Search the records for "Flores" and copy each line that holds it.

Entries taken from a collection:
■ ■ ■ ■ ■ ■ ■

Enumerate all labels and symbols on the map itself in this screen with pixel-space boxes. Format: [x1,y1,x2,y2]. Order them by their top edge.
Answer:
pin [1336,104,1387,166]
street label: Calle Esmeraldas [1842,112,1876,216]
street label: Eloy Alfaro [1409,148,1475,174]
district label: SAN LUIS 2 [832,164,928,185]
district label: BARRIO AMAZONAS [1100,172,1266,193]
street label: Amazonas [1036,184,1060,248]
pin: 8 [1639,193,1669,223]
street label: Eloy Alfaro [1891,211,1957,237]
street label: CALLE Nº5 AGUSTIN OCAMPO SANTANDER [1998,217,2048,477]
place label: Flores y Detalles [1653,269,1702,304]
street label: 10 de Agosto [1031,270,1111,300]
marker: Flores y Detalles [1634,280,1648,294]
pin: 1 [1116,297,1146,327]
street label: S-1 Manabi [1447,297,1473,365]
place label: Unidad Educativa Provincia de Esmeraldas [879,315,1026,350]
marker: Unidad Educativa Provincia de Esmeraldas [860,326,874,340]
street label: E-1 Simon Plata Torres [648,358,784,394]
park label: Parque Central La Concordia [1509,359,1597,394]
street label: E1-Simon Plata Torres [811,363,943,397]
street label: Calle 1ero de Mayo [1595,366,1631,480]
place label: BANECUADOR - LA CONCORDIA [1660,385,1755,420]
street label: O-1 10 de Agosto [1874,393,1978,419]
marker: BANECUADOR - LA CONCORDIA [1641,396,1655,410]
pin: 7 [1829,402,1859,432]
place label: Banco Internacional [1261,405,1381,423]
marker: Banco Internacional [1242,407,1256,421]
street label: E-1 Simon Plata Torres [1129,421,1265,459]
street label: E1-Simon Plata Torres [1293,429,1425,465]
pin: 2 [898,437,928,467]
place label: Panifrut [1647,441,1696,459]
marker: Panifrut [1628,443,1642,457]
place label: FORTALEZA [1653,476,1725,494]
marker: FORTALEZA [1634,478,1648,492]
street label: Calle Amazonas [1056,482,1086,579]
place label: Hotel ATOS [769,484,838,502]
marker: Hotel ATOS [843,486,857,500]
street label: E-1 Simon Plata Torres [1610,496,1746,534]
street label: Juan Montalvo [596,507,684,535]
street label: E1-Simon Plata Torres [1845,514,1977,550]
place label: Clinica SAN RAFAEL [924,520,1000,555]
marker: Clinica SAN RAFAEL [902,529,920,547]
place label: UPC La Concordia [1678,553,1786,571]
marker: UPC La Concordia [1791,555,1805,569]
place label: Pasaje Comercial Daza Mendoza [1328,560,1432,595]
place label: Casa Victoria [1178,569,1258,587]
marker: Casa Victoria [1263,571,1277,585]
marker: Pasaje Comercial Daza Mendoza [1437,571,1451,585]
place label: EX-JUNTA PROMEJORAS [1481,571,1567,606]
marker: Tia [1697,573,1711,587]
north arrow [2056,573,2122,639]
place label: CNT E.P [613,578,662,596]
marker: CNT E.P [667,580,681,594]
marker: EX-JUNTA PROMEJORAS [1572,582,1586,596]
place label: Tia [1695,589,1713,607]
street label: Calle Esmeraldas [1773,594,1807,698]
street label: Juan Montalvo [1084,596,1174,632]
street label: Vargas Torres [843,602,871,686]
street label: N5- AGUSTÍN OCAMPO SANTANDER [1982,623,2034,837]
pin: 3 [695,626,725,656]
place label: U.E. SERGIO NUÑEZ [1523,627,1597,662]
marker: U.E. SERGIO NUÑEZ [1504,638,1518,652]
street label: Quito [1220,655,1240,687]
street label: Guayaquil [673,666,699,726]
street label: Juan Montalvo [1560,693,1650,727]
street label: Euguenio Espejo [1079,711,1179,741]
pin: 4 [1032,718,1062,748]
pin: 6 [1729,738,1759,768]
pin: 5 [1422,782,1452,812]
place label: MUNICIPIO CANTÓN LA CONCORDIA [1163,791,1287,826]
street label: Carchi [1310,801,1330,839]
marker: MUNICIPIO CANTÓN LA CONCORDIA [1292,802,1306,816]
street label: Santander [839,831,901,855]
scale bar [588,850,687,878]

■ ■ ■ ■ ■ ■ ■

TASK SOLUTION
place label: Flores y Detalles [1653,269,1702,304]
marker: Flores y Detalles [1634,280,1648,294]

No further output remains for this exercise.